TASK PROMPT: Copy all the records exactly, but keep the pictures out of your version.

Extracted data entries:
____________________
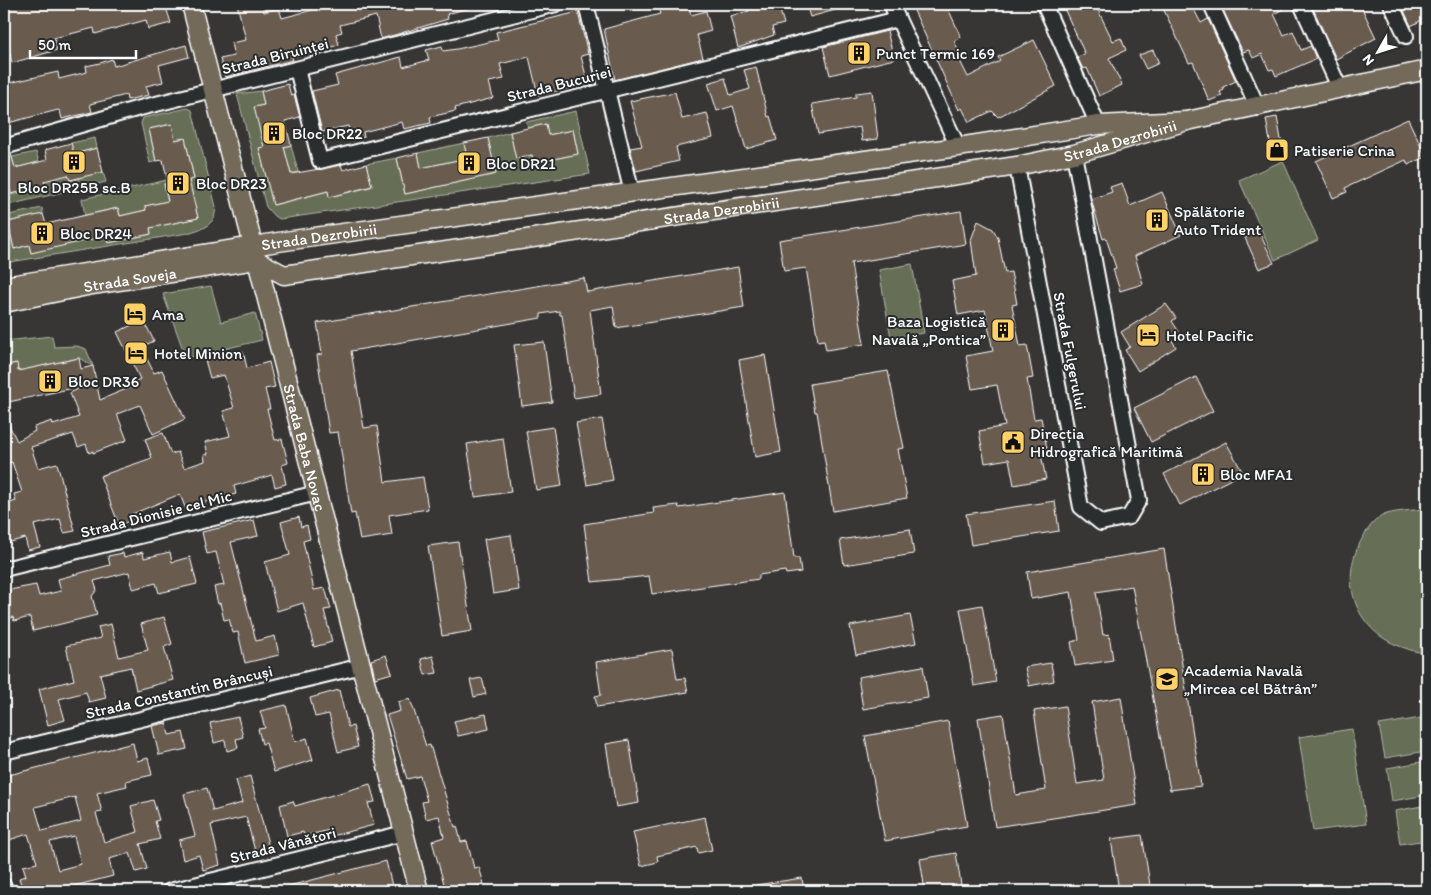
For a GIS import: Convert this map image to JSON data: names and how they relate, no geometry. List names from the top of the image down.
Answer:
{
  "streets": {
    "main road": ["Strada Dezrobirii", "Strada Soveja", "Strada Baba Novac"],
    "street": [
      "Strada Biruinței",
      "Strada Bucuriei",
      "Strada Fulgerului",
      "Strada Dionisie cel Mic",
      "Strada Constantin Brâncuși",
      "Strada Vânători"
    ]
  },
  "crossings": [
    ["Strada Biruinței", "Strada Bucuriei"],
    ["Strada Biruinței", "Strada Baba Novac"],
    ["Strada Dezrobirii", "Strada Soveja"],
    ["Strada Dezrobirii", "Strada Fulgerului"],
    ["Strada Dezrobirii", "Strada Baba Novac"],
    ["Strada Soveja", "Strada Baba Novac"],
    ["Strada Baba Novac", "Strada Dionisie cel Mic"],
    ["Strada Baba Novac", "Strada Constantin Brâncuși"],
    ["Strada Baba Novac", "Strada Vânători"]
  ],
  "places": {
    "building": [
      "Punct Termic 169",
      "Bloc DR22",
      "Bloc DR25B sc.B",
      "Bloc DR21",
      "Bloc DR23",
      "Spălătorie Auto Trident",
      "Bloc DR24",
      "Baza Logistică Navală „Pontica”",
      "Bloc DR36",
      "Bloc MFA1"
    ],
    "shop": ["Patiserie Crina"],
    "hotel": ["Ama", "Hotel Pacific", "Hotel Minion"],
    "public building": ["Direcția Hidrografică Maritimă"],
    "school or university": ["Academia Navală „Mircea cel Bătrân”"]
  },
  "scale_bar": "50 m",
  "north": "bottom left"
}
____________________
ANSWER TO THIS TASK:
For a GIS import: Convert this map image to JSON data: names and how they relate, no geometry. List names from the top of the image down.
Answer:
{
  "streets": {
    "main road": ["Strada Dezrobirii", "Strada Soveja", "Strada Baba Novac"],
    "street": [
      "Strada Biruinței",
      "Strada Bucuriei",
      "Strada Fulgerului",
      "Strada Dionisie cel Mic",
      "Strada Constantin Brâncuși",
      "Strada Vânători"
    ]
  },
  "crossings": [
    ["Strada Biruinței", "Strada Bucuriei"],
    ["Strada Biruinței", "Strada Baba Novac"],
    ["Strada Dezrobirii", "Strada Soveja"],
    ["Strada Dezrobirii", "Strada Fulgerului"],
    ["Strada Dezrobirii", "Strada Baba Novac"],
    ["Strada Soveja", "Strada Baba Novac"],
    ["Strada Baba Novac", "Strada Dionisie cel Mic"],
    ["Strada Baba Novac", "Strada Constantin Brâncuși"],
    ["Strada Baba Novac", "Strada Vânători"]
  ],
  "places": {
    "building": [
      "Punct Termic 169",
      "Bloc DR22",
      "Bloc DR25B sc.B",
      "Bloc DR21",
      "Bloc DR23",
      "Spălătorie Auto Trident",
      "Bloc DR24",
      "Baza Logistică Navală „Pontica”",
      "Bloc DR36",
      "Bloc MFA1"
    ],
    "shop": ["Patiserie Crina"],
    "hotel": ["Ama", "Hotel Pacific", "Hotel Minion"],
    "public building": ["Direcția Hidrografică Maritimă"],
    "school or university": ["Academia Navală „Mircea cel Bătrân”"]
  },
  "scale_bar": "50 m",
  "north": "bottom left"
}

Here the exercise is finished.